Last week, I wrote about making things matter by showing how a simple nail file takes on a deep symbolic meaning as the book went on. But does that mean that everything has to come up over and over again to earn its place? Of course not.

Here’s an example of something from the same book that shows up once and only once, but earns its place by having four meanings at the same time. It’s the day before Eileen starts her first day as a freshman at her new performing arts boarding school and she’s alone with her nervousness, anticipation, and excitement:


I looked up every classroom I would have to go to. By the time I was done, I swear there had to be some ghost with a bad sense of humor in the computer that laid them out to be as far from one another as possible. I even had one pair that was right next to each other, but the class in between was in the building across the quad: 1st period, Miller 102; 2nd period, hike over to Bulfinch 303; 3rd period, back to Miller 103. This is why I hate computers.

I mapped them out and rehearsed walking to them all, just to be sure I could actually make it in the ten minutes allotted. I was surprised to see that it took less time than I thought it would. If I ever made a friend, we could even walk at a reasonable pace while we chatted about whatever it is girls my age chat about in school.

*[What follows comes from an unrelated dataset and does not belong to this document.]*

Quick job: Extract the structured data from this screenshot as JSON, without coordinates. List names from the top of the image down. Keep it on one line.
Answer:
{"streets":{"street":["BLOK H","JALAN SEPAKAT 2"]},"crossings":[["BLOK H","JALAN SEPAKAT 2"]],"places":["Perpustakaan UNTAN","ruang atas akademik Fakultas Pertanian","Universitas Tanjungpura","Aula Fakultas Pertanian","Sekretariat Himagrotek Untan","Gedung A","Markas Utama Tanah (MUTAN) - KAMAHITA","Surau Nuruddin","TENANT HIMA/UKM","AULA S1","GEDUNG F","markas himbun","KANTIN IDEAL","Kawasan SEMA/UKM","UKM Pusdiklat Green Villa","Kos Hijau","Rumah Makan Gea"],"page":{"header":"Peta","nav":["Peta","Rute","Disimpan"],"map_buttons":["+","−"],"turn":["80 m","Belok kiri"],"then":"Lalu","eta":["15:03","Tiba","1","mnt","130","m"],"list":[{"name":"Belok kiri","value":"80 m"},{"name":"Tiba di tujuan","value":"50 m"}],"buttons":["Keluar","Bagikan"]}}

I retraced the route one more time just so I’d really look like I knew where I was going the next day (the big one, yay!), got lunch, then went back to the dorm. I downloaded the syllabi for all my classes, printed them out, and assigned them folders with colors of their own. (Naturally, that meant the next day I ended up with two copies of the syllabus in every folder because they were handed out at the beginning of each class. There are some things they don’t teach you in homeschool.) I then highlighted due dates in that class’s color, created a set of notecards for each week of the school year, and wrote the dates on the proper card. Then I marked it on my wall calendar that had pictures of horses on it. I think I was probably the only girl in class who was actually annoyed when an exam got pushed back because it was easier to take the test than to do the Army-strength paperwork involved in changing the date.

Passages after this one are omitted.